Computing S = Q @ K^T

Each thread computes one element of the 32×32 score matrix. Here’s how the matrix multiplication maps to threads:

Q block [Br=32, E=128]              K^T [E=128, Bc=32]
┌───────────────────────┐           ┌───┬───┬───┬─...─┬───┐
│ Q[0,:]  (128 elements)│           │   │   │   │     │   │
├───────────────────────┤           │ K │ K │ K │     │ K │
│ Q[1,:]                │           │[0]│[1]│[2]│ ... │[31]│
├───────────────────────┤     @     │ T │ T │ T │     │ T │
│ Q[2,:]                │           │   │   │   │     │   │
├───────────────────────┤           │128│128│128│     │128│
│ ...                   │           │   │   │   │     │   │
├───────────────────────┤           │   │   │   │     │   │
│ Q[31,:]               │           │   │   │   │     │   │
└───────────────────────┘           └───┴───┴───┴─...─┴───┘
        ↑                                 ↑
   simd_gid = a                      simd_lid = b
   (which row)                       (which column)

Result: S block [Br=32, Bc=32], each element computed by one thread:

                    simd_lid (b)
              0     1     2    ...   31
            ┌─────┬─────┬─────┬─...─┬─────┐
          0 │S0,0 │S0,1 │S0,2 │     │S0,31│  ← SIMD group 0 (32 threads)
            ├─────┼─────┼─────┼─...─┼─────┤
simd_gid  1 │S1,0 │S1,1 │S1,2 │     │S1,31│  ← SIMD group 1
  (a)       ├─────┼─────┼─────┼─...─┼─────┤
          2 │S2,0 │S2,1 │S2,2 │     │S2,31│  ← SIMD group 2
            ├─────┼─────┼─────┼─...─┼─────┤
        ... │ ... │ ... │ ... │     │ ... │
            ├─────┼─────┼─────┼─...─┼─────┤
         31 │S31,0│S31,1│S31,2│     │S31,31│ ← SIMD group 31
            └─────┴─────┴─────┴─...─┴─────┘

Thread (a=2, b=5) computes:
  S[2,5] = Q[2,0]*K[5,0] + Q[2,1]*K[5,1] + ... + Q[2,127]*K[5,127]
         = dot product of Q row 2 with K row 5 (128 multiply-adds)

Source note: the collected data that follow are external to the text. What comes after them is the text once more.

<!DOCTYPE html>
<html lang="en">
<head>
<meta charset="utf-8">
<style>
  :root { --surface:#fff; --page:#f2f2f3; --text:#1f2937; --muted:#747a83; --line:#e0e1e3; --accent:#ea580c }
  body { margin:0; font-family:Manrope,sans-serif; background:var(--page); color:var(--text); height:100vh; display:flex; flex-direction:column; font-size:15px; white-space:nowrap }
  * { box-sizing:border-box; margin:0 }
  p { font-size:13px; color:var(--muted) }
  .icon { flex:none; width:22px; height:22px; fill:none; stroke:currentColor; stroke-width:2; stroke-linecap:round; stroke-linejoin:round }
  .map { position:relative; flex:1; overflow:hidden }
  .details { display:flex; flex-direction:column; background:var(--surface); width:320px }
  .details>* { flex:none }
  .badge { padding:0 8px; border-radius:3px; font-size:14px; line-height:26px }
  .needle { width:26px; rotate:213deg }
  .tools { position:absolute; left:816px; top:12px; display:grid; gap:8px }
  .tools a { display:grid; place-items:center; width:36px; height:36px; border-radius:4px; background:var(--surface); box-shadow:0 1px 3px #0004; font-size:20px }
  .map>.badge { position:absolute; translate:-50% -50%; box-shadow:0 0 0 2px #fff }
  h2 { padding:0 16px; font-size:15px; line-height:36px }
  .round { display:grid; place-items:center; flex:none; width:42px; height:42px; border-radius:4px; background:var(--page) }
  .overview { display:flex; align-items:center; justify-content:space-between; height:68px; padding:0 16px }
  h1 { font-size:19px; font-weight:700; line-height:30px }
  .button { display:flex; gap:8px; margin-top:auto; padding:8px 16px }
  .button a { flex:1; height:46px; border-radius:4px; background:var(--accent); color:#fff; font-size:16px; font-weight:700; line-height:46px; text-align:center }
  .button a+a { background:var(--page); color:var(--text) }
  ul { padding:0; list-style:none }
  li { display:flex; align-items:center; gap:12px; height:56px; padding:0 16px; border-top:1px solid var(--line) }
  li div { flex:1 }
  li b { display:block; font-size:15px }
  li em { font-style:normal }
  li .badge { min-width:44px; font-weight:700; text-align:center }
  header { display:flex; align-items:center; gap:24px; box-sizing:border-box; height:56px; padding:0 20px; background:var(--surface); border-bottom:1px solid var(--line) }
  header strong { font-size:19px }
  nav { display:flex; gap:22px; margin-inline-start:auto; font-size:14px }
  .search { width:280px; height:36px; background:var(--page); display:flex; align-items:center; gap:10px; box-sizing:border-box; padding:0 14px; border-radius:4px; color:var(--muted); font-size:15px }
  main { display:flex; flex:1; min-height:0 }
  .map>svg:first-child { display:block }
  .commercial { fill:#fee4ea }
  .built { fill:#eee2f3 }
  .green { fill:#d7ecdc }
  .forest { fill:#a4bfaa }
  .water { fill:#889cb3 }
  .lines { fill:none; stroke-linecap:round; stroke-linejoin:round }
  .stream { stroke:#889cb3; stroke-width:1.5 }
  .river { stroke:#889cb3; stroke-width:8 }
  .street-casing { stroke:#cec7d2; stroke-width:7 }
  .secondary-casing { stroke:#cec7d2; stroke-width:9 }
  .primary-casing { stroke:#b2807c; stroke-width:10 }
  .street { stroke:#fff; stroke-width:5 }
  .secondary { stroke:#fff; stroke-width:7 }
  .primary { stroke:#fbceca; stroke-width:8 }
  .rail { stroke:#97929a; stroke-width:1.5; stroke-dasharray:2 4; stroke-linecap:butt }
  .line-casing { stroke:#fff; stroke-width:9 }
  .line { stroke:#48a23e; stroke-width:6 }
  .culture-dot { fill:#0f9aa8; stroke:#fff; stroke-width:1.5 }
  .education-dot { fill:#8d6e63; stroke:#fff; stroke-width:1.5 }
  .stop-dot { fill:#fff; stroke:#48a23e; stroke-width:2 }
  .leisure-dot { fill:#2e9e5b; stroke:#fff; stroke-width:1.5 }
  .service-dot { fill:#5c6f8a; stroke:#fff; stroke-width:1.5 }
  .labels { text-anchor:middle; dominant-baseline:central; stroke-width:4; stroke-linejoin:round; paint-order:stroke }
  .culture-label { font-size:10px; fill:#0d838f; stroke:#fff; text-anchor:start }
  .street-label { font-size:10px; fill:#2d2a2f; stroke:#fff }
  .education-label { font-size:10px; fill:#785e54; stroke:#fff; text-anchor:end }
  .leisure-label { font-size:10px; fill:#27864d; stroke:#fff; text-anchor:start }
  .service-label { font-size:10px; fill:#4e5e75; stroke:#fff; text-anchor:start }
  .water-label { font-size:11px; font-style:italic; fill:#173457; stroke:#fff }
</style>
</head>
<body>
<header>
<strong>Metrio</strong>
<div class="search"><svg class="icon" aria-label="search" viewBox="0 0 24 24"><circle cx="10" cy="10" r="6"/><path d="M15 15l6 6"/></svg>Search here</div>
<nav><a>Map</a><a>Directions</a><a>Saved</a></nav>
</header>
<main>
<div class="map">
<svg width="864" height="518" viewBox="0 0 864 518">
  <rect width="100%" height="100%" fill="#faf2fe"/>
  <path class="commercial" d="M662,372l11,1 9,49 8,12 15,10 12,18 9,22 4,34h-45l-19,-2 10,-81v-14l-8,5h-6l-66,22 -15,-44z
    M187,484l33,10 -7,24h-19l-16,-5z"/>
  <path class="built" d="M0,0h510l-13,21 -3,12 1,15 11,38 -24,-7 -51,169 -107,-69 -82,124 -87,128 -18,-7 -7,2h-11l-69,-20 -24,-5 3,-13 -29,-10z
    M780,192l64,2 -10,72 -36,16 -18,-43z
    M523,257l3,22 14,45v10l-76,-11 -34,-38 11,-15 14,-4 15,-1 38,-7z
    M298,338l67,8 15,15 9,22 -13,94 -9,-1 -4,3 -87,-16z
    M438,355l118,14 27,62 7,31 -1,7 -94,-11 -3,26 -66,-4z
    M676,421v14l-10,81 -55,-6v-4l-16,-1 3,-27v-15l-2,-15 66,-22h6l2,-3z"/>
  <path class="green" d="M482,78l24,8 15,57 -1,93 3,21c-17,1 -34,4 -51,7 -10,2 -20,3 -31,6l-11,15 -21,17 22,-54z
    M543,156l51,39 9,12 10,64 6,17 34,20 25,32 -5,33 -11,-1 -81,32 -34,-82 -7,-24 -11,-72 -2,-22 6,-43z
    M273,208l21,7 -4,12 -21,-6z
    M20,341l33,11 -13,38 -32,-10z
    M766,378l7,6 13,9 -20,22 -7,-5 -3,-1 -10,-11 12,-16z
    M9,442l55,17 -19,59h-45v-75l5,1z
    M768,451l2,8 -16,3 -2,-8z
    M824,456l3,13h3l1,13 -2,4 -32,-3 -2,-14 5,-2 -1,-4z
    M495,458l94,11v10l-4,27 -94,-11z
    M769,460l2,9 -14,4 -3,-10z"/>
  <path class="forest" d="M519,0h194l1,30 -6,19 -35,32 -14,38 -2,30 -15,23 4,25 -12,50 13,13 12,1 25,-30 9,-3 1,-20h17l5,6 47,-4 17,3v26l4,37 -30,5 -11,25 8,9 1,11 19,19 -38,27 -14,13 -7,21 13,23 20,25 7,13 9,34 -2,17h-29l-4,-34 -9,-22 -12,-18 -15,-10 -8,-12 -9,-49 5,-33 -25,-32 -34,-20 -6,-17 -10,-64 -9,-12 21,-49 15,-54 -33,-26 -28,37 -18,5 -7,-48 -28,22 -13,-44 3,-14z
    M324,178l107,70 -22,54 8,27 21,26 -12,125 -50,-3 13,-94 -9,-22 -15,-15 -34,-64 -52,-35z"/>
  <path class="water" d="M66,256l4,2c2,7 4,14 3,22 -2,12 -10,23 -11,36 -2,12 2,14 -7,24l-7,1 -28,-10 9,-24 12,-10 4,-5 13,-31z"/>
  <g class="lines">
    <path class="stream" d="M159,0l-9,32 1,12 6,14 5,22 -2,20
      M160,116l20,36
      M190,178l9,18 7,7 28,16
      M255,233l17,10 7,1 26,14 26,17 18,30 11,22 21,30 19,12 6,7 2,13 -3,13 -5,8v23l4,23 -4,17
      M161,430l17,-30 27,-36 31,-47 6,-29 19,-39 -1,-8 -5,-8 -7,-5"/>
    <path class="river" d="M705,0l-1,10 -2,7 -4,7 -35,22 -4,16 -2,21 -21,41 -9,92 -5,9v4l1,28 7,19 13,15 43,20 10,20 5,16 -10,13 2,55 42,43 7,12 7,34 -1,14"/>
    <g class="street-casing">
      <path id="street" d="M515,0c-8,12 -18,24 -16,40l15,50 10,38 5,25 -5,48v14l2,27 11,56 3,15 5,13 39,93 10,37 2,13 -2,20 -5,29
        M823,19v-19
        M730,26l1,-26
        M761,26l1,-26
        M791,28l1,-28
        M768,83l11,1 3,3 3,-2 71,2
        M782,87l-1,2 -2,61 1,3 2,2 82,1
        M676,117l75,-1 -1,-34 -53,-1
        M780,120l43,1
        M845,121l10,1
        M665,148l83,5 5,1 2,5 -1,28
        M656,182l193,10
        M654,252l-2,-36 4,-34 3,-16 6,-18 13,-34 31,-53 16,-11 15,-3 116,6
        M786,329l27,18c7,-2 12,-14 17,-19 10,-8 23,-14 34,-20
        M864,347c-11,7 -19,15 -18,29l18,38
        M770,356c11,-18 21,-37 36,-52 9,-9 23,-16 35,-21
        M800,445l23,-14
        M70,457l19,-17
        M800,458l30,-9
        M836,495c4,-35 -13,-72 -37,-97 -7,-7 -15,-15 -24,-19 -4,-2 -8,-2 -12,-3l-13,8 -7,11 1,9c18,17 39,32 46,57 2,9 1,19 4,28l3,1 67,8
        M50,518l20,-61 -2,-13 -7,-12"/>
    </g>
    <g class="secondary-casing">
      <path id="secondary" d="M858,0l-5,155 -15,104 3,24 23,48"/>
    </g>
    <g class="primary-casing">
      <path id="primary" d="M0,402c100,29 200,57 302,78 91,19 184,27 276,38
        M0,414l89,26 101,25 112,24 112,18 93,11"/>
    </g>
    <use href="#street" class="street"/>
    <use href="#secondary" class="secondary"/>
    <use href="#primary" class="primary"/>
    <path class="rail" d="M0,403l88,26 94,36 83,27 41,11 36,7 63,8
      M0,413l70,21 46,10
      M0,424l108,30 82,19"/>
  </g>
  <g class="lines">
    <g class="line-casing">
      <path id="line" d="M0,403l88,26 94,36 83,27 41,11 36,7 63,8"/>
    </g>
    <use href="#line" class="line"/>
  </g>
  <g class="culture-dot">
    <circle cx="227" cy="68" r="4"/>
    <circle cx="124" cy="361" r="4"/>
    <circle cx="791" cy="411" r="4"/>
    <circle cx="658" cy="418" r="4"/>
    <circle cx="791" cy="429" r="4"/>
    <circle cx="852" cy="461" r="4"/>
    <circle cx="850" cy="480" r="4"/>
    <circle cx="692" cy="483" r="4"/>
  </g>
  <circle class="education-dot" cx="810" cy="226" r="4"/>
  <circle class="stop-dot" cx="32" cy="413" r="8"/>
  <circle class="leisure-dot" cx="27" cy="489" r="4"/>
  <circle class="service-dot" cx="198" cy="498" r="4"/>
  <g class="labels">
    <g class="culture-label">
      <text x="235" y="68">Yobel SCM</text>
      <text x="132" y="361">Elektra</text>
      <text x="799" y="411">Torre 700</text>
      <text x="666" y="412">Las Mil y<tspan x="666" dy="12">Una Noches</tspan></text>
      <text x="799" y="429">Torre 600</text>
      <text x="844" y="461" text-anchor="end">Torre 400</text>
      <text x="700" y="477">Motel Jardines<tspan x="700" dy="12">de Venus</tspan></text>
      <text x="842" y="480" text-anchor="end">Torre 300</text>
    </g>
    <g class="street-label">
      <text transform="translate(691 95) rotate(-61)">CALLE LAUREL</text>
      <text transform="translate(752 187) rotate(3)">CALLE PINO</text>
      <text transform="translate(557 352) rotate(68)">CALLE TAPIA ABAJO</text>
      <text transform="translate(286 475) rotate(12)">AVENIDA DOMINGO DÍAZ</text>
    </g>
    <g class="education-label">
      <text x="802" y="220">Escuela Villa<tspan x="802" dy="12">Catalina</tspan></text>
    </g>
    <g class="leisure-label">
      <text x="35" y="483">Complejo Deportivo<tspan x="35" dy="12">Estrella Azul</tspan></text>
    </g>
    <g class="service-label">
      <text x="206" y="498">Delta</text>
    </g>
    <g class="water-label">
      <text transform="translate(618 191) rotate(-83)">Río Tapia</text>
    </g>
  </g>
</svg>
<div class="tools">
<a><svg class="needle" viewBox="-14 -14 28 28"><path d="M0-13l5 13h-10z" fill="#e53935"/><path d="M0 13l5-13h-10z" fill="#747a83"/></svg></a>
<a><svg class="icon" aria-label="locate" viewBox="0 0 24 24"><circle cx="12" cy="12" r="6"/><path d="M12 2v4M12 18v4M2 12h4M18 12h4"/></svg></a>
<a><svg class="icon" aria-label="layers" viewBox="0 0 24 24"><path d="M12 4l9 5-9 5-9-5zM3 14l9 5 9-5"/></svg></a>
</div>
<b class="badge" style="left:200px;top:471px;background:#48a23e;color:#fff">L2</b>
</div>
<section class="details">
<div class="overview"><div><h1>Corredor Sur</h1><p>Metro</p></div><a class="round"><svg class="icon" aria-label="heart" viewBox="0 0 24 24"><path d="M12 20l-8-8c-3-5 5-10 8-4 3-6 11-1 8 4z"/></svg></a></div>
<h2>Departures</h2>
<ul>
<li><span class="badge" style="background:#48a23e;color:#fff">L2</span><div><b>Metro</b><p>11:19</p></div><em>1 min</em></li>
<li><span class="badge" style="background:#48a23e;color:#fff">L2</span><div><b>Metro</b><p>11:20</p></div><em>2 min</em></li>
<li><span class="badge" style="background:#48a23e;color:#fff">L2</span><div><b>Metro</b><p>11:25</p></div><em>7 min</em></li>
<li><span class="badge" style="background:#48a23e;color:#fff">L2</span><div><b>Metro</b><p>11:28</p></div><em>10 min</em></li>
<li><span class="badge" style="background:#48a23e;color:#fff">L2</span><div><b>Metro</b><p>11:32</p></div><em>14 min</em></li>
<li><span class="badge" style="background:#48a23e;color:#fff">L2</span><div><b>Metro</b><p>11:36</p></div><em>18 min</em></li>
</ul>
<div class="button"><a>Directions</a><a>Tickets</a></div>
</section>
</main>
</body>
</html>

After computing S[a,b], each thread holds one attention score. Row-wise reductions use SIMD intrinsics—all 32 threads in the same SIMD group cooperate:

SIMD group 2 (threads with simd_gid=2):
  Thread b=0 has S[2,0]
  Thread b=1 has S[2,1]
  ...
  Thread b=31 has S[2,31]

  simd_max(s_a_b) → all 32 threads get max(S[2,0], S[2,1], ..., S[2,31])
  simd_sum(p_a_b) → all 32 threads get sum(P[2,0], P[2,1], ..., P[2,31])

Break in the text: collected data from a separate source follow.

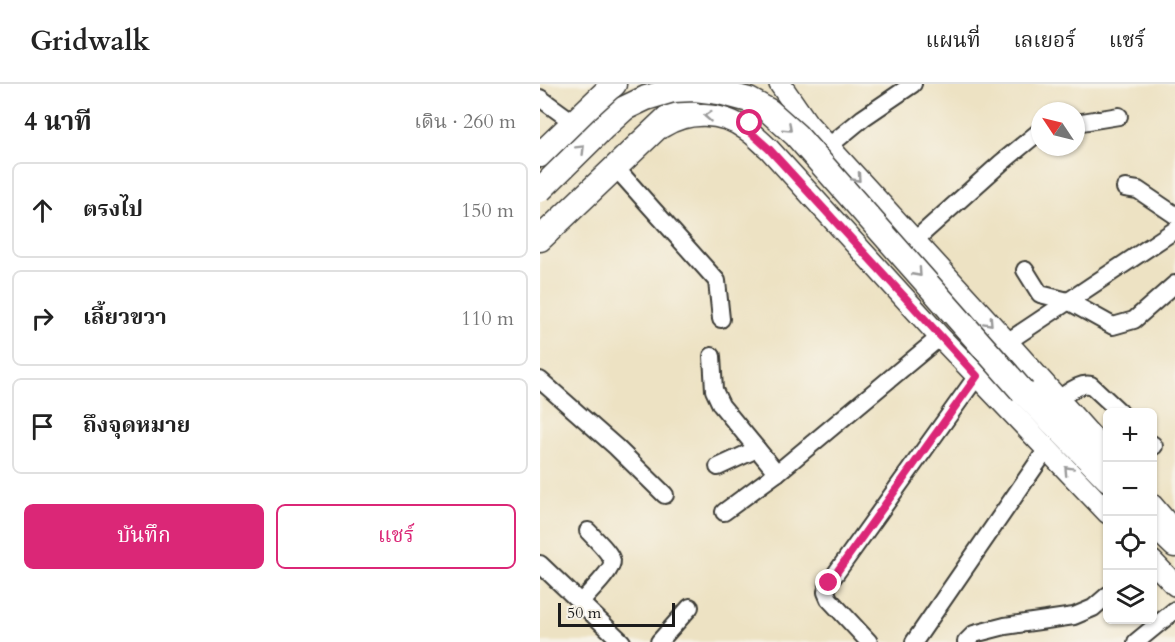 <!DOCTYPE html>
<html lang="th">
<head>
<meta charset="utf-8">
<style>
	body { margin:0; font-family:Cardo,"Noto Serif Thai",serif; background:#f2f2f2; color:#222 }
	.controls { position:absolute; right:18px; bottom:18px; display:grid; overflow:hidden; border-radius:9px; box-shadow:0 2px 4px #0004 }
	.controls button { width:54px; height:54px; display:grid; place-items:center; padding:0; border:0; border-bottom:2px solid #e0e0e0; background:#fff; color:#222; font:30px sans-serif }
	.compass { position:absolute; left:491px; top:18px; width:54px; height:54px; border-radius:50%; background:#fff; box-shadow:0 2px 4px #0004; rotate:305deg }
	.scale { position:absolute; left:18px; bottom:15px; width:117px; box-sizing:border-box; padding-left:6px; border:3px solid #1c1c1c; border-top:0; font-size:16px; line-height:21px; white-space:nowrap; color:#1c1c1c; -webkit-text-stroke:4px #f7f3e8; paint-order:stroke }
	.stop { position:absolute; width:18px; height:18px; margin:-14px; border:4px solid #db2777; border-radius:50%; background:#fff }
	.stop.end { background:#db2777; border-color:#fff; box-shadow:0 2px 6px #0008 }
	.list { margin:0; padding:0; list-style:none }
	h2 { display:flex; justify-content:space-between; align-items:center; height:78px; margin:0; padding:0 24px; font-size:26px }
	h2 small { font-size:20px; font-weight:400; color:#767676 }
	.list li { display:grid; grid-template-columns:39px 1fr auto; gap:18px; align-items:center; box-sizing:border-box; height:96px; margin:0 12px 12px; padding:0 12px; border:2px solid #e0e0e0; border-radius:9px }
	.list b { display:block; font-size:22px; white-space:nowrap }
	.list em { font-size:20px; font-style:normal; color:#767676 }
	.actions { display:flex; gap:12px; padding:18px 24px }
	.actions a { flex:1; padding:14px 0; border:2px solid #db2777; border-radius:9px; text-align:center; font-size:21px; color:#db2777 }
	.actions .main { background:#db2777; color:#fff }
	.icon { flex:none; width:33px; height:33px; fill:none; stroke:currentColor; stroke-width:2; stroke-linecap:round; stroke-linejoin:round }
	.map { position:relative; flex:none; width:635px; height:558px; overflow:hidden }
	header { display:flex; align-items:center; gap:36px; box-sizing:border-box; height:84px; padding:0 30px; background:#fff; border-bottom:2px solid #e0e0e0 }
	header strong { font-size:28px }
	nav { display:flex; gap:33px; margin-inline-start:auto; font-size:21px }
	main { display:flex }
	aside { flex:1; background:#fff }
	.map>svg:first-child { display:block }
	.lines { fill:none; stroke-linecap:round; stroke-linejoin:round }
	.minor-casing { stroke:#3b3a35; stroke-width:20 }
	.major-casing { stroke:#3b3a35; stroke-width:24 }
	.highway-casing { stroke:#3b3a35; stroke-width:27 }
	.minor { stroke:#fff; stroke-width:16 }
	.major { stroke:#fff; stroke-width:21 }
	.highway { stroke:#fff; stroke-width:24 }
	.highway-bridge-casing { stroke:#3b3a35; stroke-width:27; stroke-linecap:butt }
	.highway-bridge { stroke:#fff; stroke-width:24 }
	.oneway { stroke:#999 }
	.route { stroke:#db2777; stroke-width:8 }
</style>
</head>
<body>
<header>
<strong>Gridwalk</strong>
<nav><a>แผนที่</a><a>เลเยอร์</a><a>แชร์</a></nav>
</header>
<main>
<aside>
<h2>4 นาที<small>เดิน · 260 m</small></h2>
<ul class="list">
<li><svg class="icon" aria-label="ahead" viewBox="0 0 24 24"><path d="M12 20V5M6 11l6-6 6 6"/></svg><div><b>ตรงไป</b></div><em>150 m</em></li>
<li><svg class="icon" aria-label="right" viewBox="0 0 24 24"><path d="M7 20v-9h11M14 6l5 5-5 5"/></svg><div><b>เลี้ยวขวา</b></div><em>110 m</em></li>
<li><svg class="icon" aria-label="arrive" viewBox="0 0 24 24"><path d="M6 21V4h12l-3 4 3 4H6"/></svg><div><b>ถึงจุดหมาย</b></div></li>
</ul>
<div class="actions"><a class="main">บันทึก</a><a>แชร์</a></div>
</aside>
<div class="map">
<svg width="635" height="558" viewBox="0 0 635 558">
	<rect width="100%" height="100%" fill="#f7f3e8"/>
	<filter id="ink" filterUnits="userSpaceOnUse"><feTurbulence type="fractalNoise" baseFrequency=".0167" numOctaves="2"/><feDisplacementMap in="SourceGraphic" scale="12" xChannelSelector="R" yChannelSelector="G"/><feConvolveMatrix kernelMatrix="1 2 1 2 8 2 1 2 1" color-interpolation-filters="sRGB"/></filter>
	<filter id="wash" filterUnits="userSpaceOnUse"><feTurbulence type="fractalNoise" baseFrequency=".008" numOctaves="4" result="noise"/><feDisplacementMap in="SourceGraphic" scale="24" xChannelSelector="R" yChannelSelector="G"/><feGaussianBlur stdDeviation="1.35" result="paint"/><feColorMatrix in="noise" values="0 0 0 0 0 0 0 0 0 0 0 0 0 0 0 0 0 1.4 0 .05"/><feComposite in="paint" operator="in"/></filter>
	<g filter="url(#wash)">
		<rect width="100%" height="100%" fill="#ede2c3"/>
	</g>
	<g filter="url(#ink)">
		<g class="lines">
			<g class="minor-casing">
				<g id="minor">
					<polyline points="0,14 33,38"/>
					<polyline points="536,39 579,32"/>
					<polyline points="289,62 323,34 373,0"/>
					<polyline points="75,83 177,197 181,235"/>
					<polyline points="585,104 598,106 635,131"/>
					<polyline points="374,157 461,79 500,47"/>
					<polyline points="485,186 500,210 528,217 573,242 594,236 635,200"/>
					<polyline points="467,258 635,146"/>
					<polyline points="172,272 174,306 181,321 237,389"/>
					<polyline points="0,296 76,363 125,411"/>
					<path d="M 518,315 C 528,309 540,298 551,301 L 580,328"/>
					<polyline points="612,360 614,362"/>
					<polyline points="178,383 217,365"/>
					<polyline points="184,428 237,389 400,253"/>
					<polyline points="0,480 82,558"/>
					<path d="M 41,518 C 48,510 73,486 72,477 C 70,468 54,454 48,447"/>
					<polyline points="119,558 150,523"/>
					<polyline points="329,558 289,515 286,508 289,499 437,292"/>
					<polyline points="374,558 507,365"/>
					<polyline points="426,558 434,550 465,542 534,532 553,524 568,511"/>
					<polyline points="596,558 635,526"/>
				</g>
			</g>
			<g class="major-casing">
				<g id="major">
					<polyline points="240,0 267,39 467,258 568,371"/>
					<path d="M 122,43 C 148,27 181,27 207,46 C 215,51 222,59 229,65 L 400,253 L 568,429"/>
					<polyline points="612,421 635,448"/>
					<polyline points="612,477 635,501"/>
				</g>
			</g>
			<g class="highway-casing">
				<g id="highway">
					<polyline points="0,71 74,0"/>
					<polyline points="0,155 163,0"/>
					<polyline points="483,308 568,395"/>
					<polyline points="612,439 635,461"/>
				</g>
			</g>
			<use href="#minor" class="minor"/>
			<use href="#major" class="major"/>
			<use href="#highway" class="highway"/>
			<g class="highway-bridge-casing">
				<polyline id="highway-bridge" points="0,106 64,43 85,24 106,14 133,6 155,5 179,8 209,16 229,27 256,51 483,308"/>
			</g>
			<use href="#highway-bridge" class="highway-bridge"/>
		</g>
		<defs><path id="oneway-chevron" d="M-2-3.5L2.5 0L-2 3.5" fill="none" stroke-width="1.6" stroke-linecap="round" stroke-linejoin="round" transform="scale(1.5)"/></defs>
		<g class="oneway">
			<use href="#oneway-chevron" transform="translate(168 32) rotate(-176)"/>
			<use href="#oneway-chevron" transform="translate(248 44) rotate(43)"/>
			<use href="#oneway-chevron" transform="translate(41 65) rotate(-45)"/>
			<use href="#oneway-chevron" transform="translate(317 94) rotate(48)"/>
			<use href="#oneway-chevron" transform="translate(378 189) rotate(48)"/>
			<use href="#oneway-chevron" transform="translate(449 238) rotate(47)"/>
			<use href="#oneway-chevron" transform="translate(528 386) rotate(-133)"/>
		</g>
	</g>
	<g class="lines" filter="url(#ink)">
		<polyline class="route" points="210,39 208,46 229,65 437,292 289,499"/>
	</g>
</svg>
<div class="controls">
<button>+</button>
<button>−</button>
<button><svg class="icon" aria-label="locate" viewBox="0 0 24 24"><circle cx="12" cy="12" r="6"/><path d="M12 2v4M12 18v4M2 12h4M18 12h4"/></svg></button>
<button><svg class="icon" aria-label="layers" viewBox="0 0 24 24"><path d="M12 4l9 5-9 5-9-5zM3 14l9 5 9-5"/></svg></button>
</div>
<svg class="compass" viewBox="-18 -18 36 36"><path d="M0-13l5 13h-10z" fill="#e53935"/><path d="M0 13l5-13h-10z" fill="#767676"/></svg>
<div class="scale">50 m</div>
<div class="stop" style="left:210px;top:39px"></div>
<div class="stop end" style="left:289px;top:499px"></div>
</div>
</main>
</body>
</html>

float rowmax = simd_max(s_a_b);  // max across 32 threads in same SIMD group
float rowsum = simd_sum(p_a_b);  // sum across 32 threads in same SIMD group

Computing O = P @ V inside a SIMD group

After softmax, we need to accumulate the output tile. A natural first thought is: “Can we assign threads to output elements the same way we did for S = Q @ K^T?” The answer is no, because the output dimensions don’t match:

Q @ K^T:                         P @ V:
┌─────────┐   ┌─────────┐       ┌─────────┐   ┌─────────────────┐
│ Q       │   │ K^T     │       │ P       │   │ V               │
│[Br, E]  │ @ │[E, Bc]  │       │[Br, Bc] │ @ │[Bc, E]          │
│[32,128] │   │[128,32] │       │[32, 32] │   │[32, 128]        │
└─────────┘   └─────────┘       └─────────┘   └─────────────────┘
         ↓                               ↓
   S [Br, Bc]                      O [Br, E]
   [32, 32]                        [32, 128]
   = 1024 elements                 = 4096 elements
        ↓                               ↓
   1024 threads ✓                  1024 threads ✗
   (one per element)               (not enough!)

For S = Q @ K^T, we have 1024 output elements and 1024 threads—perfect one-to-one mapping. But for O = P @ V, we have 4096 output elements but only 1024 threads. The mismatch comes from the embedding dimension: E = 128 ≠ Bc = 32.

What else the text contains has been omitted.